Monday, May 31, 2010

Ragged Glory (with Crazy Horse)

So if the commercial and critical success of Freedom helped bring Neil back into the spotlight, the other major event that pulled him from the fringes was the rise of grunge music, a genre whose fuzzy, less-polished hard rock sound owed more than a little to Neil & the Horse. It's not for nothing that he's since been dubbed "The Godfather of Grunge." With groups like Nirvana and Pearl Jam acknowledging their debt to him, Neil found himself going from a pariah of the industry to something of an elder statesman to a vibrant new genre. And the irony is that, by releasing a relatively unadventurous throwback album, he released his most modern-sounding album in a good decade. Because pop music had finally caught up with him.

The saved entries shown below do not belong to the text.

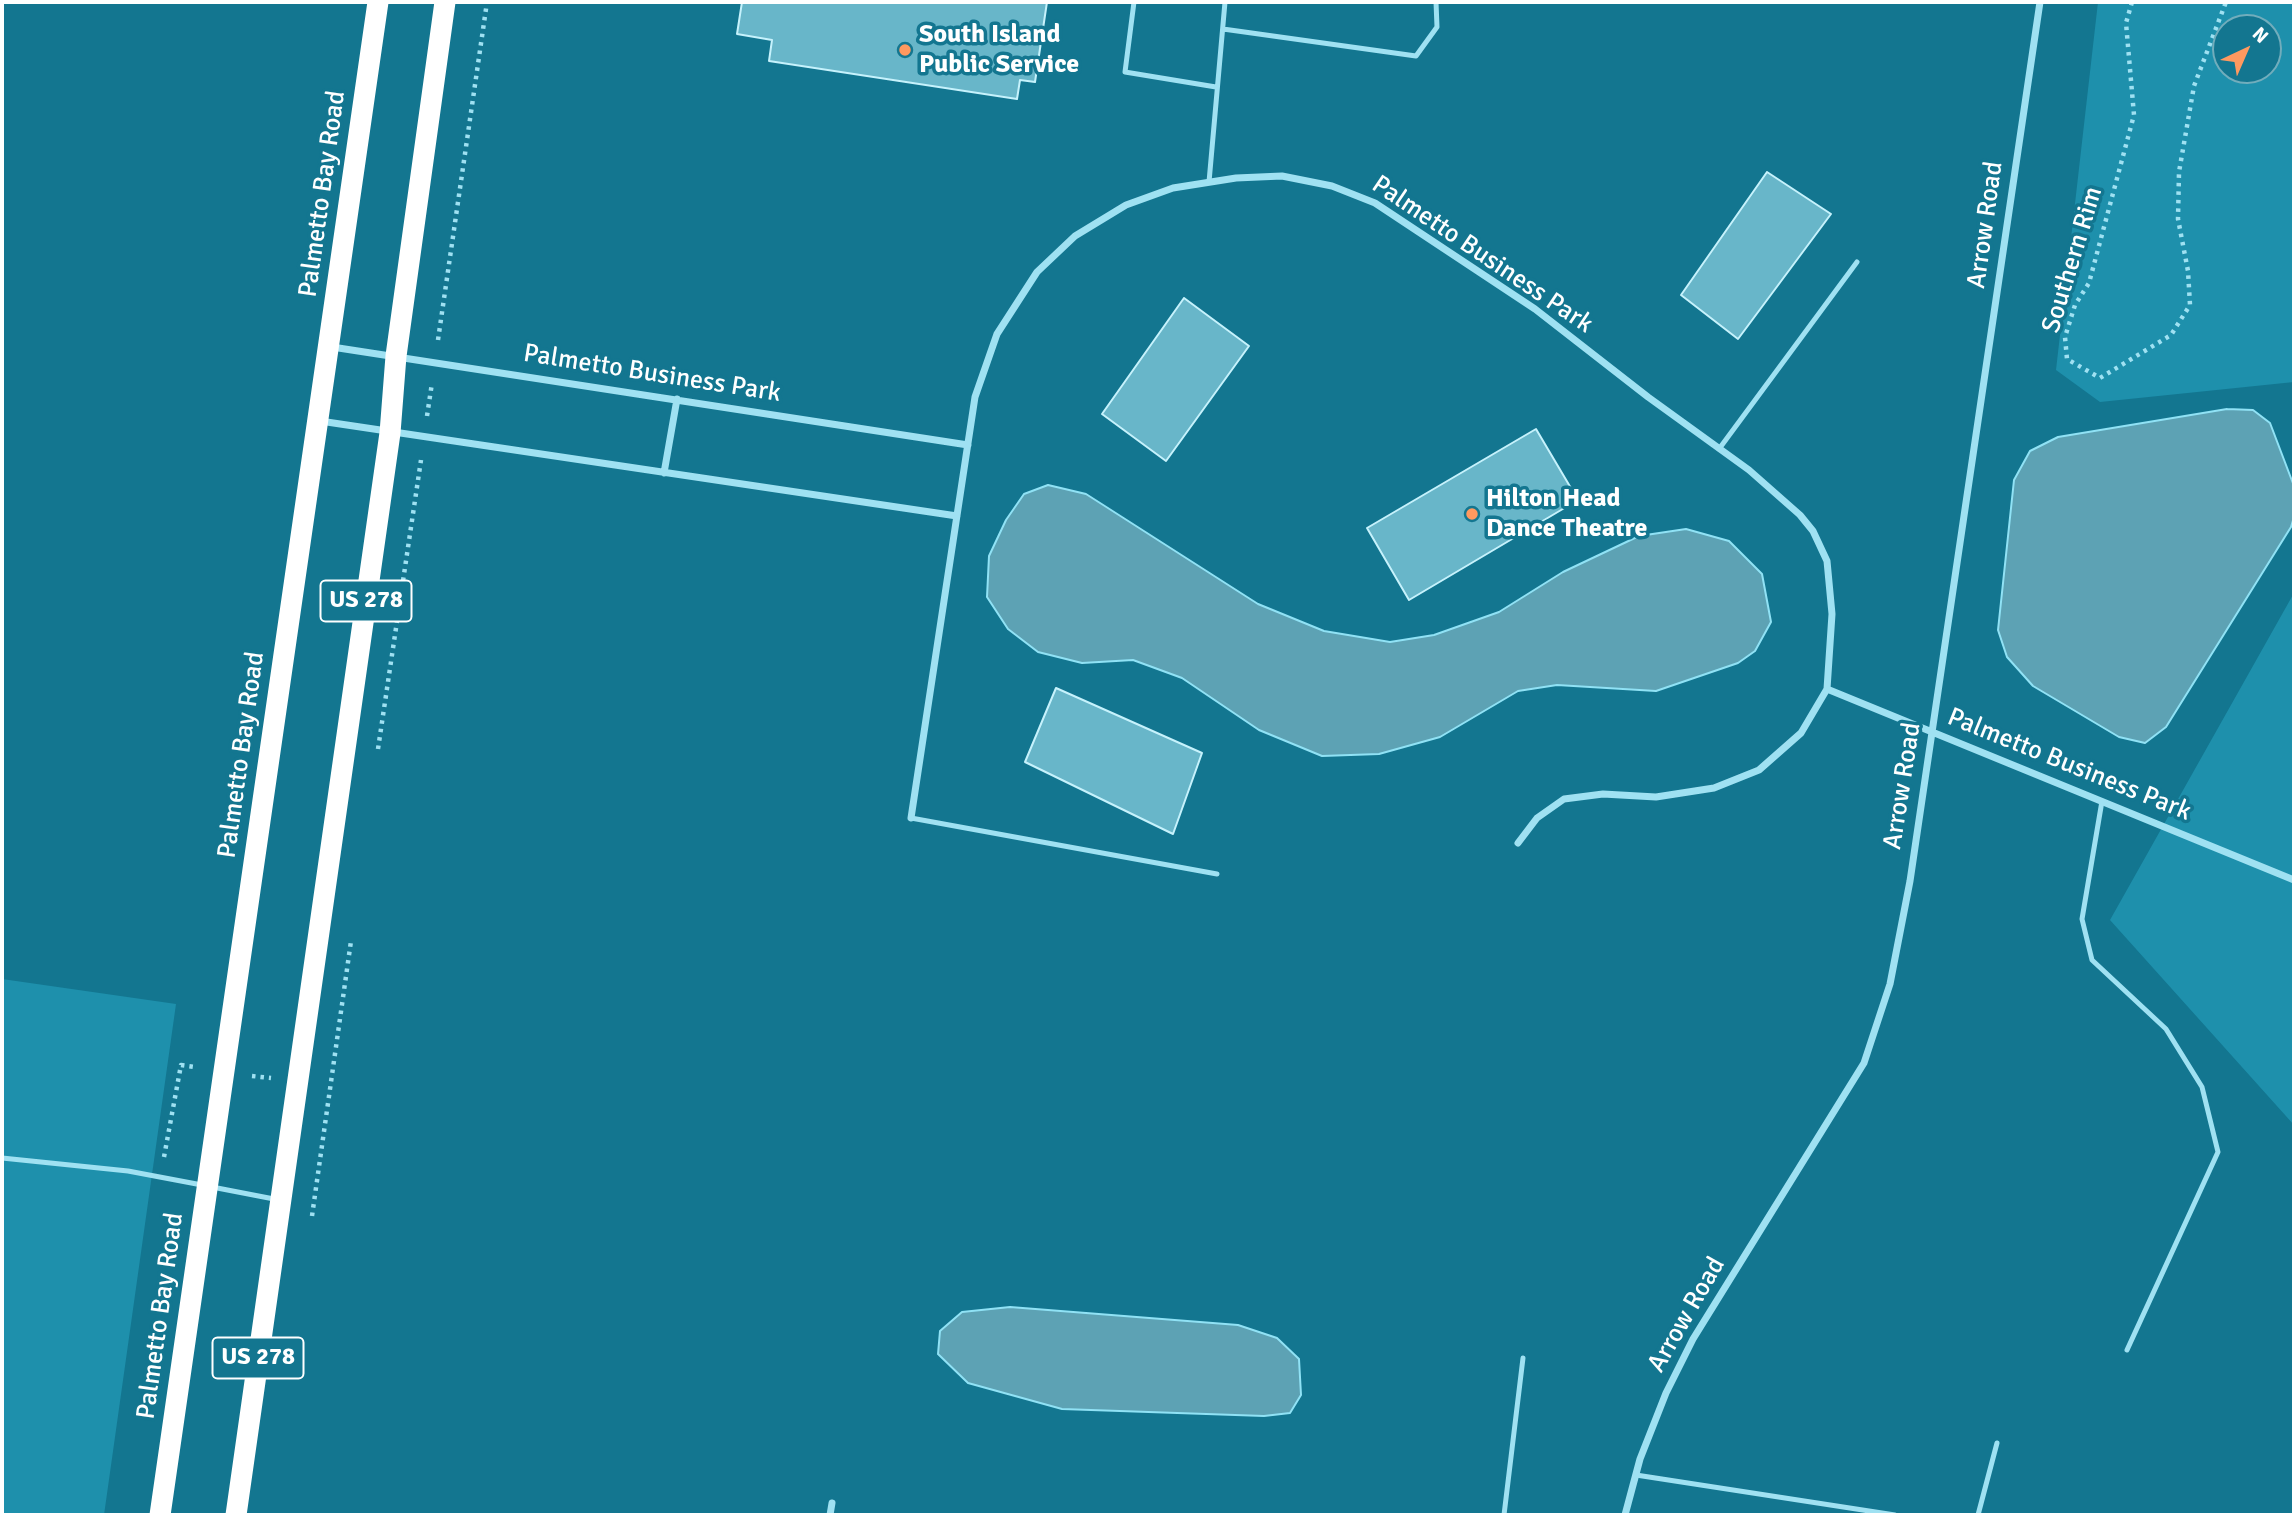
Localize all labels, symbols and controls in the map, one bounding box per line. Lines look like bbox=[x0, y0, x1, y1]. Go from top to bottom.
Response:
north arrow bbox=[2212, 14, 2282, 84]
place label: South Island Public Service bbox=[919, 19, 1079, 80]
text: N bbox=[2247, 22, 2273, 49]
marker: South Island Public Service bbox=[897, 42, 913, 58]
street label: Palmetto Bay Road bbox=[293, 89, 353, 299]
street label: Arrow Road bbox=[1962, 159, 2010, 291]
street label: Palmetto Business Park bbox=[1366, 169, 1598, 341]
street label: Southern Rim bbox=[2036, 183, 2110, 337]
street label: Palmetto Business Park bbox=[521, 338, 783, 410]
place label: Hilton Head Dance Theatre bbox=[1486, 483, 1647, 544]
marker: Hilton Head Dance Theatre bbox=[1464, 506, 1480, 522]
road number: US 278 bbox=[320, 580, 412, 622]
street label: Palmetto Bay Road bbox=[212, 650, 272, 860]
street label: Palmetto Business Park bbox=[1943, 702, 2195, 828]
street label: Arrow Road bbox=[1878, 720, 1928, 852]
street label: Palmetto Bay Road bbox=[131, 1211, 191, 1421]
street label: Arrow Road bbox=[1642, 1252, 1732, 1378]
road number: US 278 bbox=[212, 1338, 304, 1378]

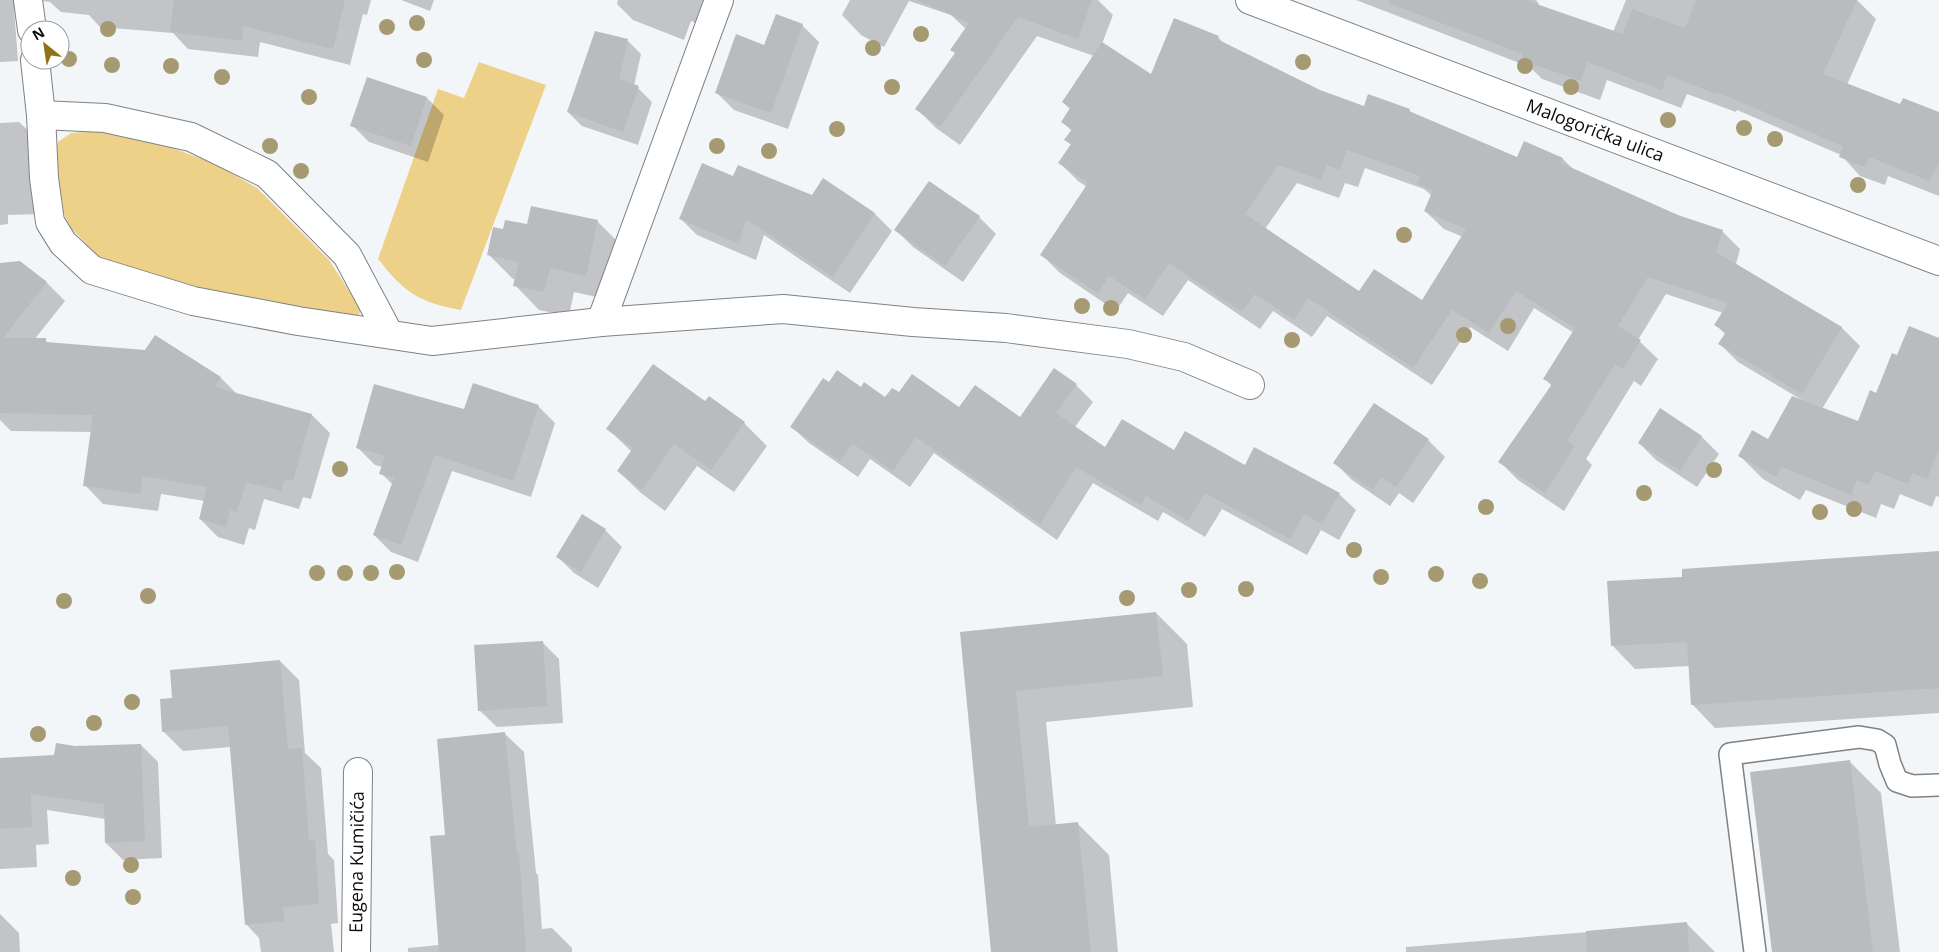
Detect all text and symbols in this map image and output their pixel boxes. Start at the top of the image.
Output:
north arrow [20,20,70,70]
text: N [29,22,48,44]
street label: Malogorička ulica [1523,93,1668,167]
street label: Eugena Kumičića [343,791,369,933]

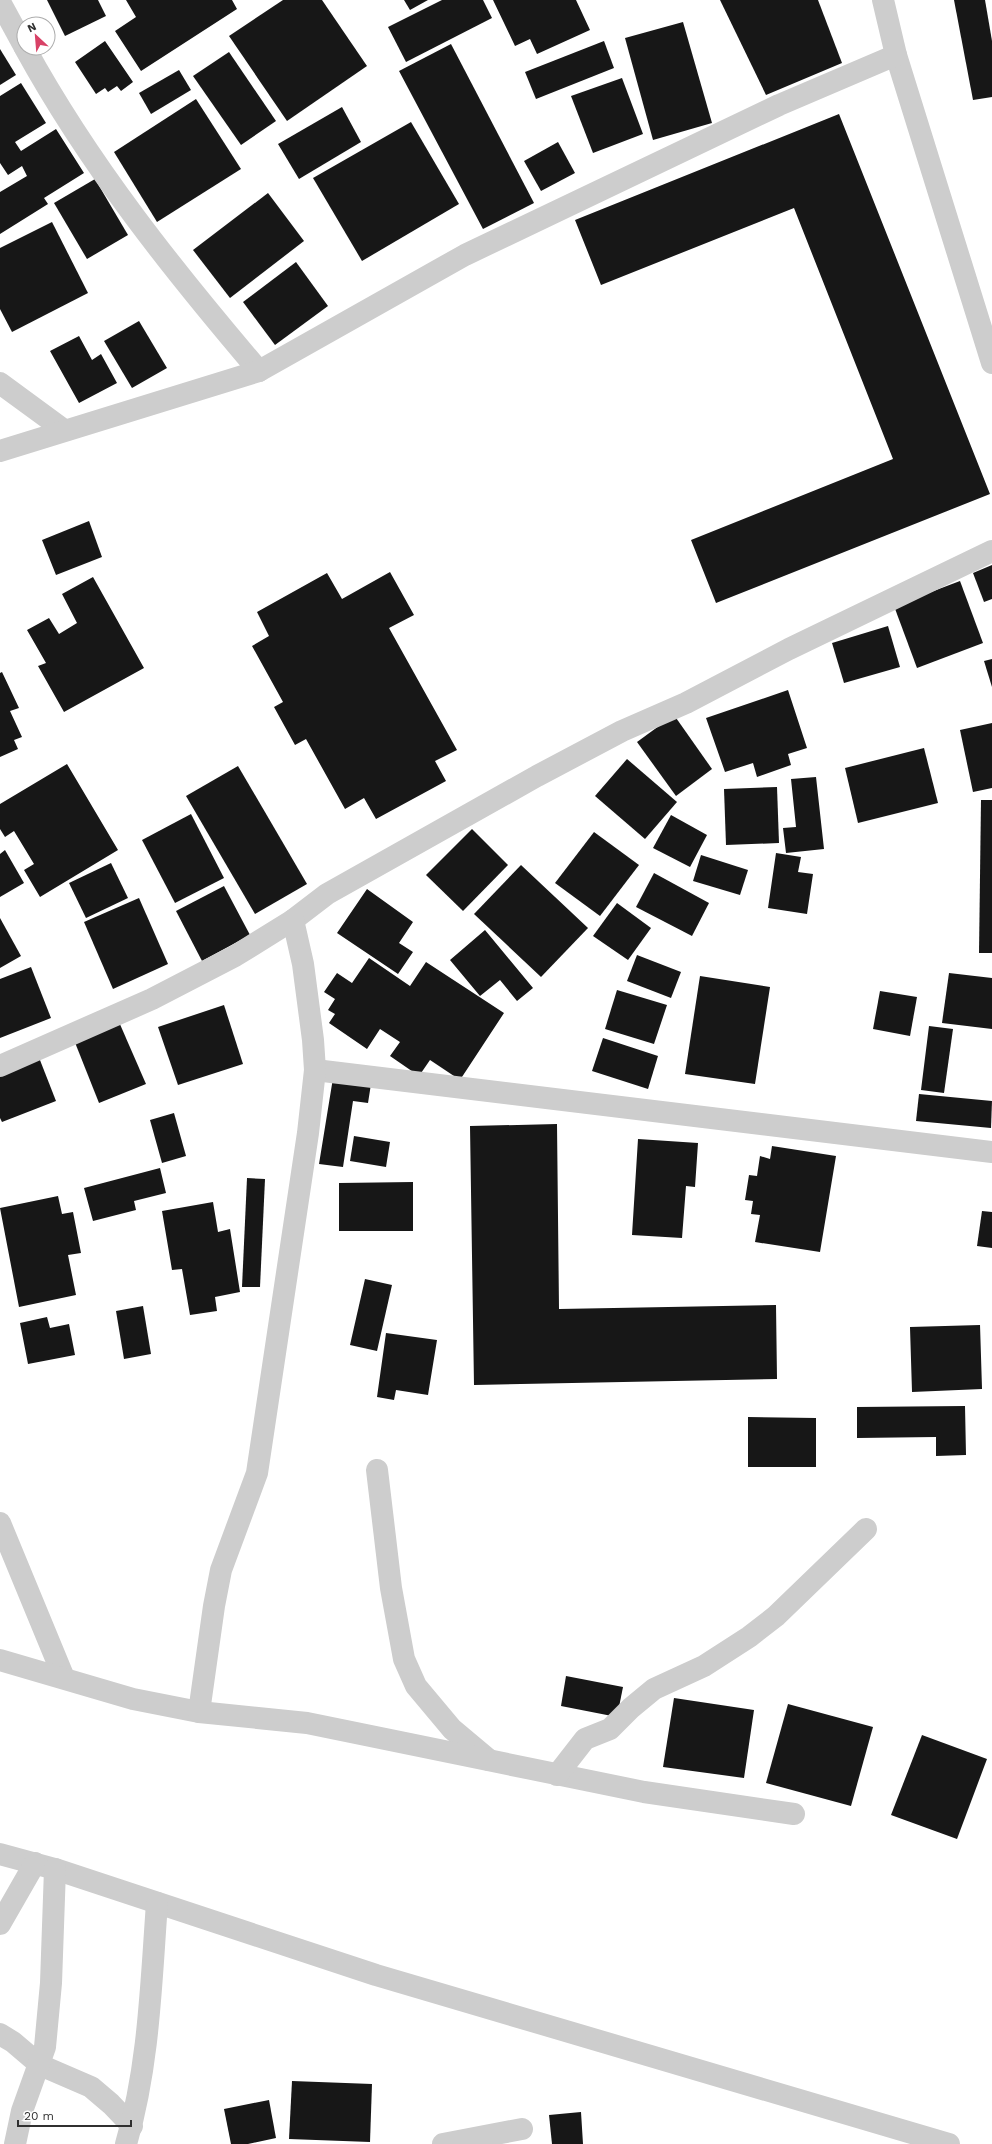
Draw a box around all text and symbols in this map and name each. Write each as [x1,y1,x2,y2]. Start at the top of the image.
north arrow [16,16,56,56]
text: N [25,20,38,35]
scale bar [18,2102,131,2128]
text: 20 m [24,2109,54,2123]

Ragged Glory is your proverbial latter-day Crazy Horse album: all fuzz-heavy, mid-tempo rock songs that doggedly chug along anywhere from under three minutes up to ten, depending on how much jamming Neil and co. embark on. The uninitiated may find the album repetitive and overlong, what with its relatively simple songwriting and production, stylistic uniformity and extended, indulgent track lengths. Horse fans, however, will understand that its not about tightly crafted pop tunes, it's about setting a tone and exploring the riff. The magic happens when Neil scribbles in the margins.

I won't lie, back in the day I had mostly dismissed Ragged Glory as too one-note. No surprise, coming back to it for "Journey Through the Past," I realized just how good that one note is. It's chock-full of catchy, hard rockin' jam songs; to name a few, "Country Home," "Love to Burn," "Over and Over," "Love and Only Love," and "White Line" are all minor classics. The album's one slightly experimental track, "Mother Earth (Natural Anthem)" isn't entirely successful, but its aesthetic will later be successfully used on a very interesting cover version of a classic folk song on the live album Weld. Ragged Glory is now my vote for the best, late-era Crazy Horse studio album, one that captures their noise and energy nearly as well as one of their live albums.

Rating: B +. Did I mention that there's a song called "Fuckin' Up"? That's got to be worth a few points right there.